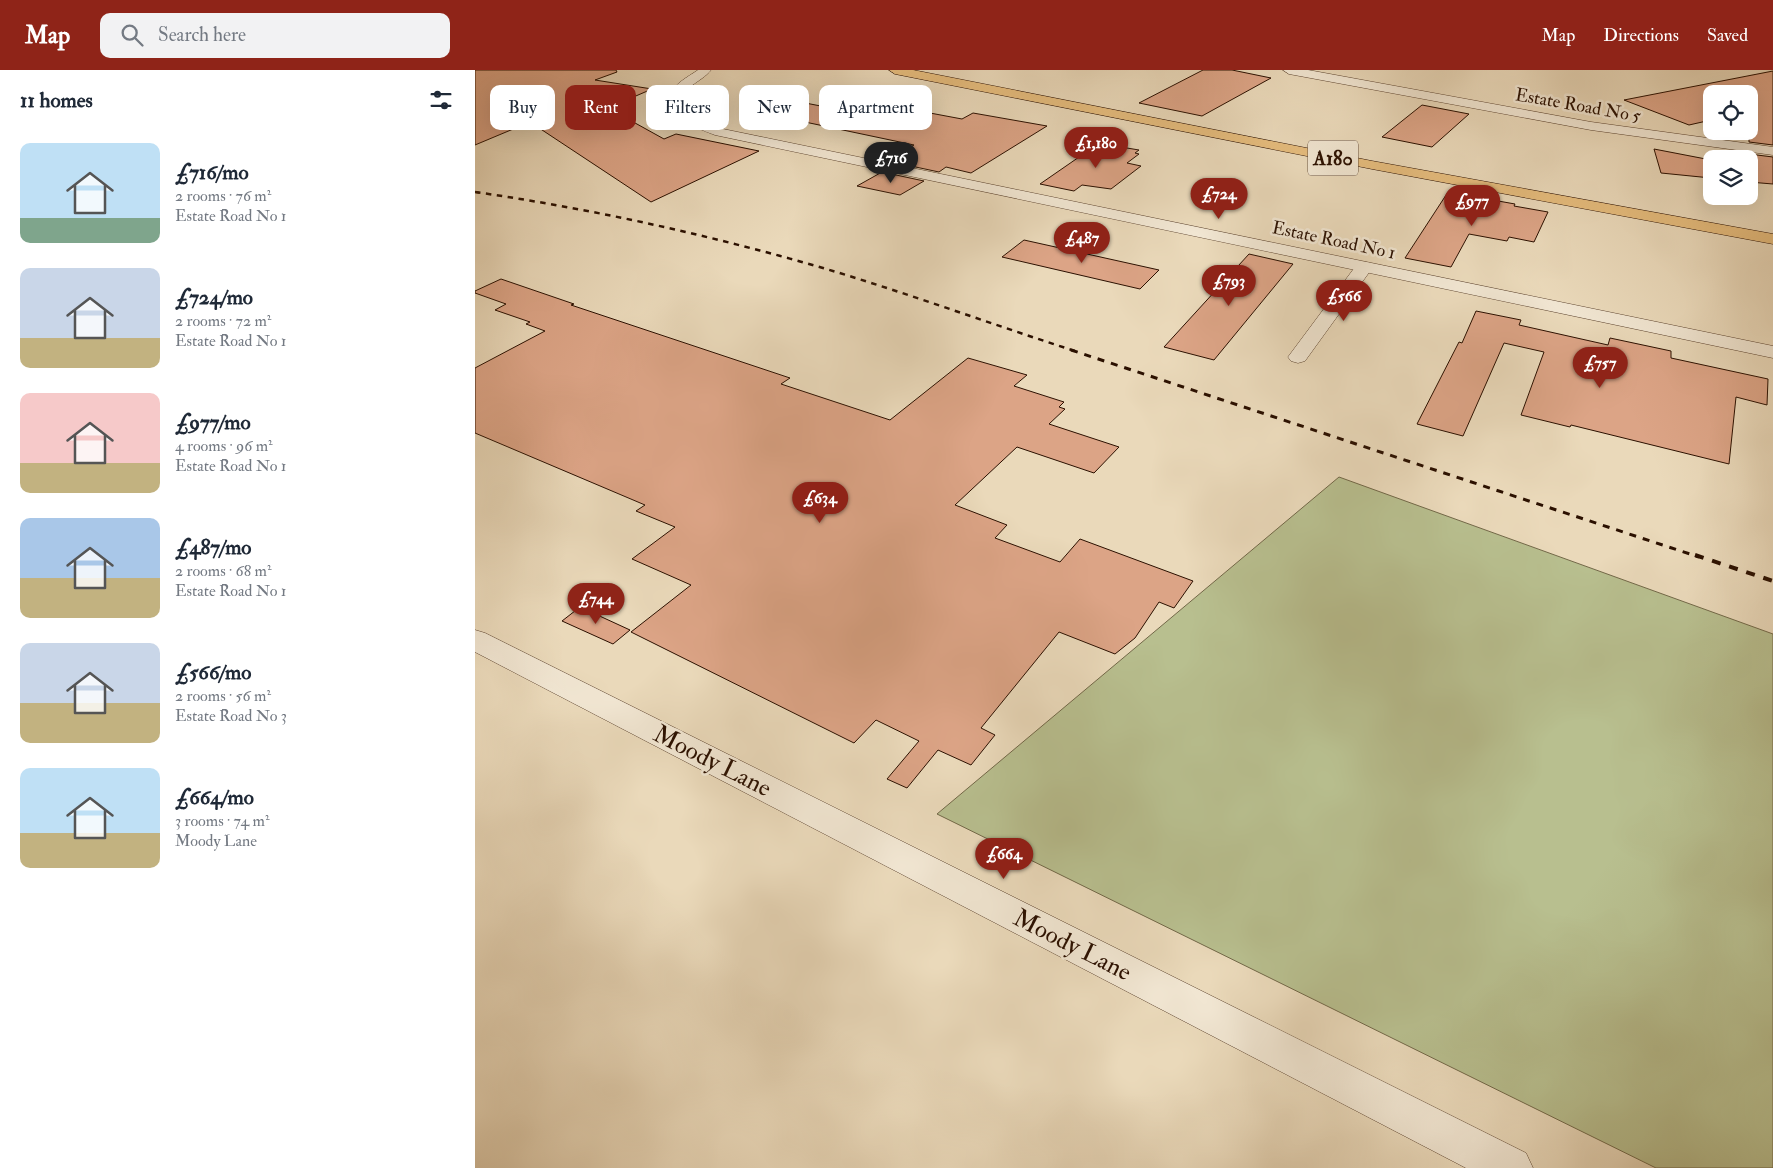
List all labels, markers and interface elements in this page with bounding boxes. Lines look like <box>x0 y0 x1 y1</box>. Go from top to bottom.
search box <box>100 13 450 58</box>
text: Map <box>25 20 70 51</box>
icon: search <box>118 21 146 49</box>
text: Search here <box>158 23 246 47</box>
text: Map <box>1542 24 1575 47</box>
text: Directions <box>1603 24 1679 47</box>
text: Saved <box>1707 24 1748 47</box>
street label: Estate Road No 5 <box>1513 83 1643 128</box>
chip: Buy <box>490 85 555 130</box>
chip: Rent <box>565 85 636 130</box>
chip: Filters <box>646 85 729 130</box>
chip: New <box>739 85 809 130</box>
chip: Apartment <box>819 85 932 130</box>
map controls <box>1703 85 1758 205</box>
button: locate <box>1703 85 1758 140</box>
icon: filters <box>427 86 455 114</box>
text: 11 homes <box>20 87 93 114</box>
pin: £1,180 <box>1055 126 1137 169</box>
text: £1,180 <box>1075 133 1117 153</box>
road number: A180 <box>1308 140 1358 176</box>
pin: £716 <box>861 142 921 184</box>
text: £716 <box>875 148 907 168</box>
button: layers <box>1703 150 1758 205</box>
text: £716/mo <box>175 159 249 186</box>
icon: home <box>60 163 120 223</box>
pin: £724 <box>1189 178 1249 220</box>
text: £724 <box>1202 184 1236 204</box>
pin: £977 <box>1442 184 1502 227</box>
text: 2 rooms · 76 m² <box>175 186 271 206</box>
text: £977 <box>1455 191 1489 211</box>
text: Estate Road No 1 <box>175 206 287 226</box>
street label: Estate Road No 1 <box>1270 216 1398 265</box>
pin: £487 <box>1052 222 1112 264</box>
text: £487 <box>1065 228 1099 248</box>
pin: £793 <box>1199 264 1259 307</box>
text: £793 <box>1213 271 1245 291</box>
pin: £566 <box>1314 280 1374 322</box>
text: £724/mo <box>175 284 253 311</box>
text: £566 <box>1327 286 1361 306</box>
icon: home <box>60 288 120 348</box>
text: 2 rooms · 72 m² <box>175 311 271 331</box>
text: Estate Road No 1 <box>175 331 287 351</box>
pin: £757 <box>1570 346 1630 389</box>
text: £757 <box>1584 353 1616 373</box>
text: £977/mo <box>175 409 251 436</box>
icon: home <box>60 413 120 473</box>
text: 4 rooms · 96 m² <box>175 436 273 456</box>
text: Estate Road No 1 <box>175 456 287 476</box>
pin: £634 <box>790 482 850 524</box>
text: £634 <box>803 488 837 508</box>
text: £487/mo <box>175 534 251 561</box>
icon: home <box>60 538 120 598</box>
text: 2 rooms · 68 m² <box>175 561 271 581</box>
text: Estate Road No 1 <box>175 581 287 601</box>
pin: £744 <box>566 582 626 625</box>
text: £744 <box>579 589 613 609</box>
text: £566/mo <box>175 659 251 686</box>
icon: home <box>60 663 120 723</box>
text: 2 rooms · 56 m² <box>175 686 271 706</box>
text: Estate Road No 3 <box>175 706 287 726</box>
street label: Moody Lane <box>648 718 776 804</box>
text: £664/mo <box>175 784 254 811</box>
icon: home <box>60 788 120 848</box>
text: 3 rooms · 74 m² <box>175 811 269 831</box>
text: Moody Lane <box>175 831 257 851</box>
pin: £664 <box>974 838 1034 880</box>
text: £664 <box>986 844 1022 864</box>
street label: Moody Lane <box>1008 902 1136 988</box>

## TASK DETAILS
Could the listing above be printed again in full, with every picture omitted?

## REPLY TO THE TASK
List all labels, markers and interface elements in this page with bounding boxes. Lines look like <box>x0 y0 x1 y1</box>. Go from top to bottom.
search box <box>100 13 450 58</box>
text: Map <box>25 20 70 51</box>
icon: search <box>118 21 146 49</box>
text: Search here <box>158 23 246 47</box>
text: Map <box>1542 24 1575 47</box>
text: Directions <box>1603 24 1679 47</box>
text: Saved <box>1707 24 1748 47</box>
street label: Estate Road No 5 <box>1513 83 1643 128</box>
chip: Buy <box>490 85 555 130</box>
chip: Rent <box>565 85 636 130</box>
chip: Filters <box>646 85 729 130</box>
chip: New <box>739 85 809 130</box>
chip: Apartment <box>819 85 932 130</box>
map controls <box>1703 85 1758 205</box>
button: locate <box>1703 85 1758 140</box>
icon: filters <box>427 86 455 114</box>
text: 11 homes <box>20 87 93 114</box>
pin: £1,180 <box>1055 126 1137 169</box>
text: £1,180 <box>1075 133 1117 153</box>
road number: A180 <box>1308 140 1358 176</box>
pin: £716 <box>861 142 921 184</box>
text: £716 <box>875 148 907 168</box>
button: layers <box>1703 150 1758 205</box>
text: £716/mo <box>175 159 249 186</box>
icon: home <box>60 163 120 223</box>
pin: £724 <box>1189 178 1249 220</box>
text: £724 <box>1202 184 1236 204</box>
pin: £977 <box>1442 184 1502 227</box>
text: 2 rooms · 76 m² <box>175 186 271 206</box>
text: £977 <box>1455 191 1489 211</box>
text: Estate Road No 1 <box>175 206 287 226</box>
street label: Estate Road No 1 <box>1270 216 1398 265</box>
pin: £487 <box>1052 222 1112 264</box>
text: £487 <box>1065 228 1099 248</box>
pin: £793 <box>1199 264 1259 307</box>
text: £793 <box>1213 271 1245 291</box>
pin: £566 <box>1314 280 1374 322</box>
text: £724/mo <box>175 284 253 311</box>
text: £566 <box>1327 286 1361 306</box>
icon: home <box>60 288 120 348</box>
text: 2 rooms · 72 m² <box>175 311 271 331</box>
text: Estate Road No 1 <box>175 331 287 351</box>
pin: £757 <box>1570 346 1630 389</box>
text: £757 <box>1584 353 1616 373</box>
text: £977/mo <box>175 409 251 436</box>
icon: home <box>60 413 120 473</box>
text: 4 rooms · 96 m² <box>175 436 273 456</box>
text: Estate Road No 1 <box>175 456 287 476</box>
pin: £634 <box>790 482 850 524</box>
text: £634 <box>803 488 837 508</box>
text: £487/mo <box>175 534 251 561</box>
icon: home <box>60 538 120 598</box>
text: 2 rooms · 68 m² <box>175 561 271 581</box>
text: Estate Road No 1 <box>175 581 287 601</box>
pin: £744 <box>566 582 626 625</box>
text: £744 <box>579 589 613 609</box>
text: £566/mo <box>175 659 251 686</box>
icon: home <box>60 663 120 723</box>
text: 2 rooms · 56 m² <box>175 686 271 706</box>
text: Estate Road No 3 <box>175 706 287 726</box>
street label: Moody Lane <box>648 718 776 804</box>
text: £664/mo <box>175 784 254 811</box>
icon: home <box>60 788 120 848</box>
text: 3 rooms · 74 m² <box>175 811 269 831</box>
text: Moody Lane <box>175 831 257 851</box>
pin: £664 <box>974 838 1034 880</box>
text: £664 <box>986 844 1022 864</box>
street label: Moody Lane <box>1008 902 1136 988</box>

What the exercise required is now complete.